# The Physics and Technique of Ultrasound

Fig. 1.1
Piezoelectric effect. Areas of “net” charge within a crystal expand or contract when current is applied to the surface, creating a mechanical wave. When the returning wave strikes the crystal an electrical current is generated

Fig. 1.2
Longitudinal waves are created by the expansion and contraction of piezoelectric crystals within the transducer. These waves are created when an alternating current is applied to the crystals which create compression and rarefaction of molecules in the body

Reflected mechanical sound waves are received by the transducer and converted back into electrical energy via the piezoelectric effect. The electrical energy is interpreted via software within the ultrasound instrument to generate an image which is displayed upon the monitor.

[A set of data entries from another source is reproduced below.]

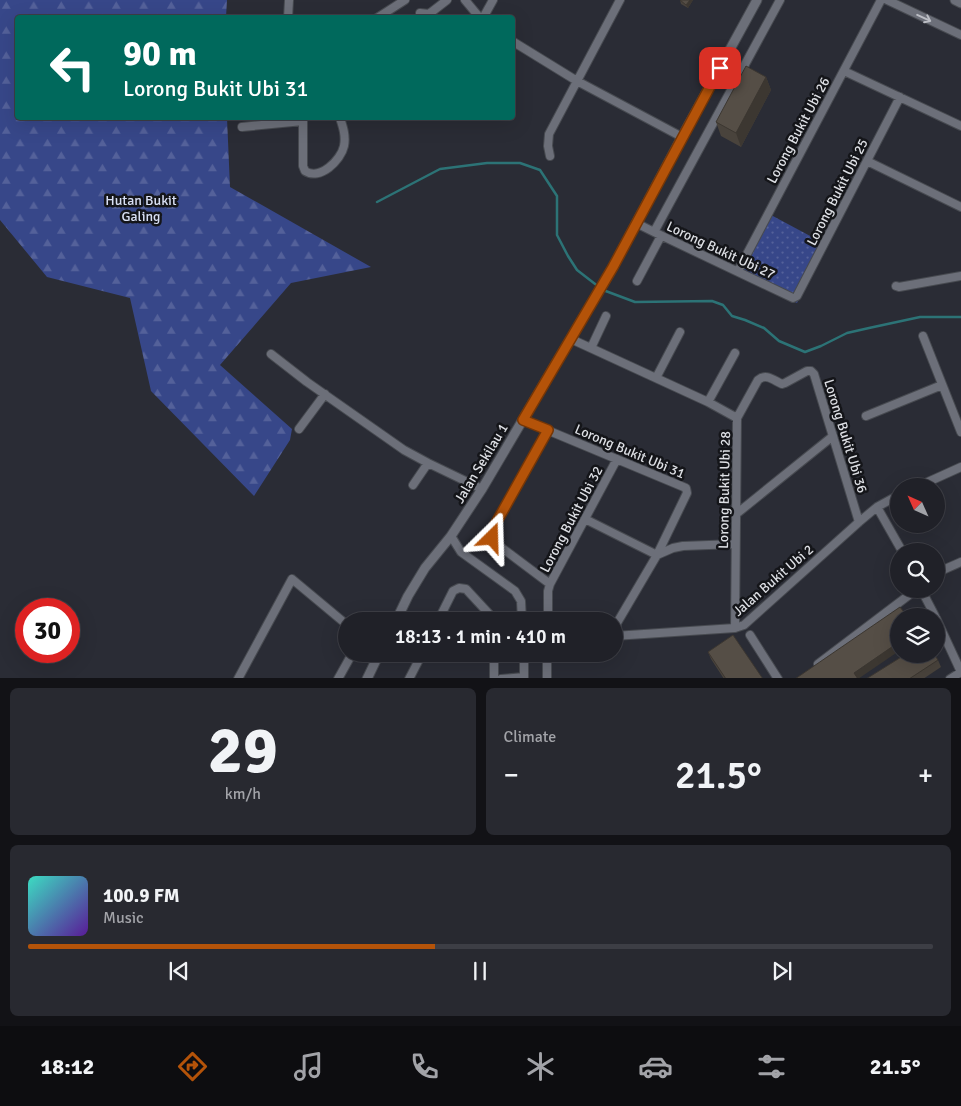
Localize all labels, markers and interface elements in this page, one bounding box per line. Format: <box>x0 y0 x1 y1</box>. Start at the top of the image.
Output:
one-way arrow <box>916 13 931 23</box>
text: 90 m <box>123 32 197 75</box>
icon: left <box>40 35 105 100</box>
pin <box>699 47 741 89</box>
icon: arrive <box>706 54 734 82</box>
street label: Lorong Bukit Ubi 26 <box>763 74 834 186</box>
text: Lorong Bukit Ubi 31 <box>123 75 308 102</box>
street label: Lorong Bukit Ubi 25 <box>803 136 872 249</box>
park label: Hutan Bukit Galing <box>105 192 177 225</box>
street label: Lorong Bukit Ubi 27 <box>664 218 778 283</box>
street label: Lorong Bukit Ubi 36 <box>820 377 871 495</box>
street label: Jalan Sekilau 1 <box>451 420 512 506</box>
street label: Lorong Bukit Ubi 31 <box>572 421 687 482</box>
street label: Lorong Bukit Ubi 28 <box>715 431 734 549</box>
street label: Lorong Bukit Ubi 32 <box>536 463 607 575</box>
north arrow <box>890 478 945 532</box>
map controls <box>890 478 945 663</box>
position arrow <box>465 511 517 563</box>
street label: Jalan Bukit Ubi 2 <box>730 541 817 620</box>
button: search <box>890 543 945 598</box>
speed limit sign: 30 <box>15 598 80 663</box>
button: layers <box>890 608 945 663</box>
text: 18:13 · 1 min · 410 m <box>395 625 566 649</box>
text: 29 <box>208 711 278 791</box>
text: Climate <box>504 727 556 747</box>
text: 21.5° <box>675 752 762 799</box>
text: − <box>504 758 519 792</box>
text: + <box>918 758 933 792</box>
text: km/h <box>225 784 261 804</box>
text: 100.9 FM <box>103 884 180 908</box>
text: Music <box>103 908 144 928</box>
icon: previous <box>165 957 193 985</box>
icon: pause <box>466 957 494 985</box>
icon: next <box>768 957 796 985</box>
icon: directions <box>175 1049 210 1084</box>
icon: music <box>291 1049 326 1084</box>
icon: phone <box>407 1049 442 1084</box>
icon: climate <box>523 1049 558 1084</box>
icon: car <box>638 1049 673 1084</box>
icon: filters <box>754 1049 789 1084</box>
text: 18:12 <box>40 1053 94 1080</box>
text: 21.5° <box>870 1053 921 1080</box>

This compression and rarefaction of molecules can be represented graphically as a sine wave (Fig. 1.3) which alternates between a positive and negative deflection from the baseline. The wavelength is the distance between one peak of the wave and the next peak. A cycle is the complete path of the wave. One cycle per second is known as 1 Hz (Hertz). The maximal excursion of the wave in the positive or negative direction from the baseline is the amplitude of the wave. The time it takes for one complete cycle of the wave is known as the period. The amplitude of the wave is a function of the acoustical power used to generate the mechanical compression wave and the medium through which it is transmitted.

Fig. 1.3
Sine wave: when referring to a sine wave a cycle represents the path of the wave from above the baseline then below the baseline and back to the baseline

For most modes of ultrasound, the transducer emits a limited number of wave cycles (usually two to four) called a pulse. The frequency of the two to four wave cycles, called the pulse repetition frequency, is usually less than 2 KHz. The transducer is then “silent” as it awaits the return of the reflected waves from within the body (Fig. 1.4). The transducer serves as a receiver more than 99 % of the time.

Fig. 1.4
The pulsed-wave ultrasound mode depends on an emitted pulse of 2–4 wave cycles followed by a period of “silence” as the transducer awaits the return of the emitted pulse

The pulse repetition frequency (PRF) is the number of pulses being sent out per unit time. By timing the pulse from transmission to reception it is possible to calculate the distance from the transducer to the object reflecting the wave. This is known as ultrasound ranging (Fig. 1.5). This sequence is known as pulsed-wave ultrasound.

Fig. 1.5
Demonstrates ultrasound ranging. The elapsed time from the transducer (A) to a bladder tumor (B) is 0.045 ms. The total time it takes to travel back to the transducer (C) is 0.09 ms

Ultrasound ranging depends on assumptions about the average velocity of ultrasound in human tissue to locate reflectors in the ultrasound field. The elapsed time from pulse transmission to reception of the same pulse by the transducer allows for determining the location of a reflector in the ultrasound field.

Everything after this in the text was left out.